Japanese ukiyo-e art and modern ladies in traditional dress

Lee Jay Walker

Modern Tokyo Times

Ukiyo-e art in Japan focused on many themes during its “golden period” in the Edo period and carried on into the Meiji era. The world of Japan comes alive visually within many areas of ukiyo-e art because of the subjects covered. It matters not if this art applied to the rich cultural aspects of Japan or the floating world which was truly dramatic.

Sometimes in modern Tokyo and throughout Japan you will see ladies in traditional Japanese clothes during special occasions. When this happens it is often like “looking into a mirror of ukiyo-e” and seeing “a ghost from the past” but which is truly part of the modern world.

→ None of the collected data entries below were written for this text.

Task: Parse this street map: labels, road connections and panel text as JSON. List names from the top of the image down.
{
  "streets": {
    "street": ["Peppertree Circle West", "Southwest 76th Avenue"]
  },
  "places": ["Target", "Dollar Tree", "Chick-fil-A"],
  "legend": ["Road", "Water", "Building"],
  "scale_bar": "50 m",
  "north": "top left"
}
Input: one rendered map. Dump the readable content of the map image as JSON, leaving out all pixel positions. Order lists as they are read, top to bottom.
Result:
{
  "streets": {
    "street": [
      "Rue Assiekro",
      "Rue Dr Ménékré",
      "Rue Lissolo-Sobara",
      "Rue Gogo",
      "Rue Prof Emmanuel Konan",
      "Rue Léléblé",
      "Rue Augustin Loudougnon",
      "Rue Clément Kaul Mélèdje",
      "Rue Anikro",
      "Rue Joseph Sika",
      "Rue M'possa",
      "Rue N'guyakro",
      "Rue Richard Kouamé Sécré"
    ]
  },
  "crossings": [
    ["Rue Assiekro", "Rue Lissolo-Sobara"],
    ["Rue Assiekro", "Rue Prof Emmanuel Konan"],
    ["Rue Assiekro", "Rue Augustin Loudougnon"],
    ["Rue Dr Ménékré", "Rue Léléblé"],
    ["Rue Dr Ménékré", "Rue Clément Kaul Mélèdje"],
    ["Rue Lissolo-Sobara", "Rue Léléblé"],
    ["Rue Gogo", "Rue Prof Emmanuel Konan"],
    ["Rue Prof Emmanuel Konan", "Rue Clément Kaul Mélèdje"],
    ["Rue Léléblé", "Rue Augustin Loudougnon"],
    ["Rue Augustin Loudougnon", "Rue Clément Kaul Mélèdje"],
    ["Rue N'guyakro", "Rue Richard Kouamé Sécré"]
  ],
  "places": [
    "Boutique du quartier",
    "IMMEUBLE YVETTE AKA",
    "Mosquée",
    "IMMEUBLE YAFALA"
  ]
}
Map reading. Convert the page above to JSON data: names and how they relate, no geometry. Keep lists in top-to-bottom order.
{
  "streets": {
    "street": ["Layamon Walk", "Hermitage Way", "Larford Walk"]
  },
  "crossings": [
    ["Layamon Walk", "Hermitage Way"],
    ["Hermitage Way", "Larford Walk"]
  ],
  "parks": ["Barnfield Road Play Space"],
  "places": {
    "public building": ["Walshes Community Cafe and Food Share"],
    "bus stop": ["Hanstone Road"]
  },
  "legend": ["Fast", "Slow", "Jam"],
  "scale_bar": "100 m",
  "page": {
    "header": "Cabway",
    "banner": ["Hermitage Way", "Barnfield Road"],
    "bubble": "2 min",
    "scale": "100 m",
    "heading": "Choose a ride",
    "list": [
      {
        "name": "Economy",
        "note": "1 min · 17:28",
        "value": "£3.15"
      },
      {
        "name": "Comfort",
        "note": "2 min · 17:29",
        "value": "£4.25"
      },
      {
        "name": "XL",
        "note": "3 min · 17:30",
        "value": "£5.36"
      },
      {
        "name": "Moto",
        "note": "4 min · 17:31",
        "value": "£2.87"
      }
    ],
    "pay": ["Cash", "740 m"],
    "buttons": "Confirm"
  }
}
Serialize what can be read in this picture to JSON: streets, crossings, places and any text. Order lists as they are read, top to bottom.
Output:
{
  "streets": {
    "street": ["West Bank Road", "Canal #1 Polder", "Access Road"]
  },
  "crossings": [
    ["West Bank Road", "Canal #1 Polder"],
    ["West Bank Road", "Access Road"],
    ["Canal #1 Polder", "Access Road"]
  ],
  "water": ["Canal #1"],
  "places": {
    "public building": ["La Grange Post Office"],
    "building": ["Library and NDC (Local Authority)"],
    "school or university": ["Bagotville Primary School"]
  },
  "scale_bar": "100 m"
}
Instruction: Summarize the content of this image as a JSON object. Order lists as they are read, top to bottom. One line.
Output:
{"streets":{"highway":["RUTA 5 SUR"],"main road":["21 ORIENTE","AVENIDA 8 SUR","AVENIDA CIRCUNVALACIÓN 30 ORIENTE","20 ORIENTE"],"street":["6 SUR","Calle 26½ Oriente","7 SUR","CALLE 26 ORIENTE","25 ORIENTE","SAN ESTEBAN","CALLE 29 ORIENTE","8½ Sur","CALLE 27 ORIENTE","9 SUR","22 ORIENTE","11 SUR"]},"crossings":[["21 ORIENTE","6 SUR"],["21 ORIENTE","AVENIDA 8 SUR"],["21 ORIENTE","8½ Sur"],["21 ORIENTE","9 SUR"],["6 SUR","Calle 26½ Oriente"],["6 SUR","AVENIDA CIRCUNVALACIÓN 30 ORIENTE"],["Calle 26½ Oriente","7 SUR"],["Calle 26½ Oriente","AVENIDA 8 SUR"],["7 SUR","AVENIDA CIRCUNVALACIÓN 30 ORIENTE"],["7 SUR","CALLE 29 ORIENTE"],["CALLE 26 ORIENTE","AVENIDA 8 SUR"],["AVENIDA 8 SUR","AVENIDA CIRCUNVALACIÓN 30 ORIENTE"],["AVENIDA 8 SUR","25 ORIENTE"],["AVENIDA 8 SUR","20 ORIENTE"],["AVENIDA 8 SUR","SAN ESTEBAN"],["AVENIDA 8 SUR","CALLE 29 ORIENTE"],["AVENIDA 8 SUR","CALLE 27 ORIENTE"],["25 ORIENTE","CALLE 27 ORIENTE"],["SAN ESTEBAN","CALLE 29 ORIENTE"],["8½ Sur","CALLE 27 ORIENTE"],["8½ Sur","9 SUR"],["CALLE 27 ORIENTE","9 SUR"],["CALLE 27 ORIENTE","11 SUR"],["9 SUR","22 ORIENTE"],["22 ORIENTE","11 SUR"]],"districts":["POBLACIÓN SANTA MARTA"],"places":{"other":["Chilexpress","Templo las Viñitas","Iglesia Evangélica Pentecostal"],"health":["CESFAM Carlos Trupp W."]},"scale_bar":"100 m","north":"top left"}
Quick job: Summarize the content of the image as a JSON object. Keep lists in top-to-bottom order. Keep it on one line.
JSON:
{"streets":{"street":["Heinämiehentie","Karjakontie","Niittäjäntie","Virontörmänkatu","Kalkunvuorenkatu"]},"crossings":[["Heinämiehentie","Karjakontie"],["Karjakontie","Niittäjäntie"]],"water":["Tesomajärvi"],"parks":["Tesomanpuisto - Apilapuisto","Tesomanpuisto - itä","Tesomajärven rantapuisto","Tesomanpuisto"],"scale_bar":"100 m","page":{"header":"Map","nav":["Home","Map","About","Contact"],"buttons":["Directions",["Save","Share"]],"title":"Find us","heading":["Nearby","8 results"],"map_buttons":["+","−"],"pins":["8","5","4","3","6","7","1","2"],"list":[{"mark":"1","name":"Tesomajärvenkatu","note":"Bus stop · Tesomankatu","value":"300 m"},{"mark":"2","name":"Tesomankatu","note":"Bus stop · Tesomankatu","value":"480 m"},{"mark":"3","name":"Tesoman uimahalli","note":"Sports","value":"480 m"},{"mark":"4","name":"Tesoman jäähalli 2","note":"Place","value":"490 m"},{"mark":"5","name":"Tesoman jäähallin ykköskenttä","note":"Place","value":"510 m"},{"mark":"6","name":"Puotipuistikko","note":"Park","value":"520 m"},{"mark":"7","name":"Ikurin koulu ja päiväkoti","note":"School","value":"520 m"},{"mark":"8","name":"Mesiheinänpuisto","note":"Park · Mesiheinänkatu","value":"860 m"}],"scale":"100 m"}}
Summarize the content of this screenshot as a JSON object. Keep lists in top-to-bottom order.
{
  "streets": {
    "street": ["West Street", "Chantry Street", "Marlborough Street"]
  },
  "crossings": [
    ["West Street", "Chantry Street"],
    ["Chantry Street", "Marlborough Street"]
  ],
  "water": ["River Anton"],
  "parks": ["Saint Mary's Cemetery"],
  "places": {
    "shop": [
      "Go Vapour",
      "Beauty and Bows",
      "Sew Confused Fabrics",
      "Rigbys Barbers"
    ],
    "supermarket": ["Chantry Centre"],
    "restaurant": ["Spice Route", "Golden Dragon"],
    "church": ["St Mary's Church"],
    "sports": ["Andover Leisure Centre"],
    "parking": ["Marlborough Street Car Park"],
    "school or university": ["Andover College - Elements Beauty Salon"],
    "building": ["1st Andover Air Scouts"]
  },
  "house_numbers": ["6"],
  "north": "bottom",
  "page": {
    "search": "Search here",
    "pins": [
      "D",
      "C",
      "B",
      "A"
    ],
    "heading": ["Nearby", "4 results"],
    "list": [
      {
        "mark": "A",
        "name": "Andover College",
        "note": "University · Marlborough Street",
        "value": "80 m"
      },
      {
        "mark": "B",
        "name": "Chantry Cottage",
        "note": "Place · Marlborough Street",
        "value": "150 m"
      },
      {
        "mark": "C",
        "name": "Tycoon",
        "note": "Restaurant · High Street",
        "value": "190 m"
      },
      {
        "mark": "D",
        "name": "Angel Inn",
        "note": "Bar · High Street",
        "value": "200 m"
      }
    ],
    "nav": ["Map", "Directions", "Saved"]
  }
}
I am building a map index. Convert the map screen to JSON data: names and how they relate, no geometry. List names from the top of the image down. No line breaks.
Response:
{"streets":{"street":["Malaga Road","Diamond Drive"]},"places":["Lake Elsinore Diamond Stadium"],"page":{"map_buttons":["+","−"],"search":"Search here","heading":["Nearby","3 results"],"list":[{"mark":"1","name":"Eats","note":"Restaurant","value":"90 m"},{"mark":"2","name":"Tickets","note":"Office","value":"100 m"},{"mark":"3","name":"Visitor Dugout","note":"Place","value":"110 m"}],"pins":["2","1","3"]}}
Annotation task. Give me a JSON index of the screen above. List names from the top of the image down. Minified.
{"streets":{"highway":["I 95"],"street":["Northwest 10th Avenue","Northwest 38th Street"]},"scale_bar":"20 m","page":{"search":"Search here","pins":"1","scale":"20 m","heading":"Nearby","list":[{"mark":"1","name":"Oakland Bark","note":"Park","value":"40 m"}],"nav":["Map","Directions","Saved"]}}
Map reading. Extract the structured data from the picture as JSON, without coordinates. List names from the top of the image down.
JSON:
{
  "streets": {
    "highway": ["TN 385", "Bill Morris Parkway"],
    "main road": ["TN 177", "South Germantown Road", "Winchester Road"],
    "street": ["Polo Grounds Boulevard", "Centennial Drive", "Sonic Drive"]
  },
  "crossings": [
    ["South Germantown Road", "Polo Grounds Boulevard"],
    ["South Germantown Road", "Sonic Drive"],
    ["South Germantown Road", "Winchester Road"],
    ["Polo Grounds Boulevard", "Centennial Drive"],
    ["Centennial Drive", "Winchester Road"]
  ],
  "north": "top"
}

This in itself highlights the richness of ukiyo-e in the field of showing traditional ladies in their splendid best. It is also evidence that while Japan is ultra modern, the old world remains powerful even if within “mirages” of the original meaning. Either way, if based on tradition or “mirages,” it is still a noteworthy connection with the past.

Ogata Gekko produced many stunning images of elegant ladies posing in tradition dress. Of course, countless other amazing ukiyo-e artists also focused on the same theme. Therefore, the richness of ukiyo-e art depicts many images of art related to women and this applies to high culture, erotic art (shunga), beautiful ladies (bijinga), ghosts and other themes.

In an earlier article by myself which was published in Modern Tokyo Times I state that “The real power in these images, I believe, applies to simplicity and how space, time, cultural richness and modern Japanese women were being portrayed. Indeed, the ideal image in a sense can still be seen in modern Japan when ladies dress in traditional styles. This can be seen clearly because a lot of thought, high quality materials, color schemes and other important areas are connecting with the images which Ogata Gekko is showing.”

The world of Ogata Gekko witnessed many changes because of the onset of modernity but if he was to come back today, then he would witness glimpses of the old world. Likewise, Torii Kiyonaga (1752-1815) excelled in the area of bijinga because of his amazing details and intricacies.

Torii Kiyonaga is one of the many amazing artists who belonged to the Torii school of art. He emphasized many aspects of women and traditional dress. This applies to high culture, stratification, sexuality, morality, natural elegance, shunga, bijinga and other areas. The art of Torii Kiyonaga is widely appreciated and when viewing his art related to bijinga and seeing a modern lady in traditional dress in Japan, it is easy to connect both together.

Torii Kiyonaga also highlighted exquisite color schemes and amazing embroidery. This aspect of his art would fit in naturally within elegant boutiques in modern day Japan. The special detail and attention given by this amazing artist meant that he depicted elegant and refined ladies, who look extremely beautiful. Therefore, during special occasions in modern day Japan you can see aspects of the world of ukiyo-e artists in relation to traditional Japanese dress.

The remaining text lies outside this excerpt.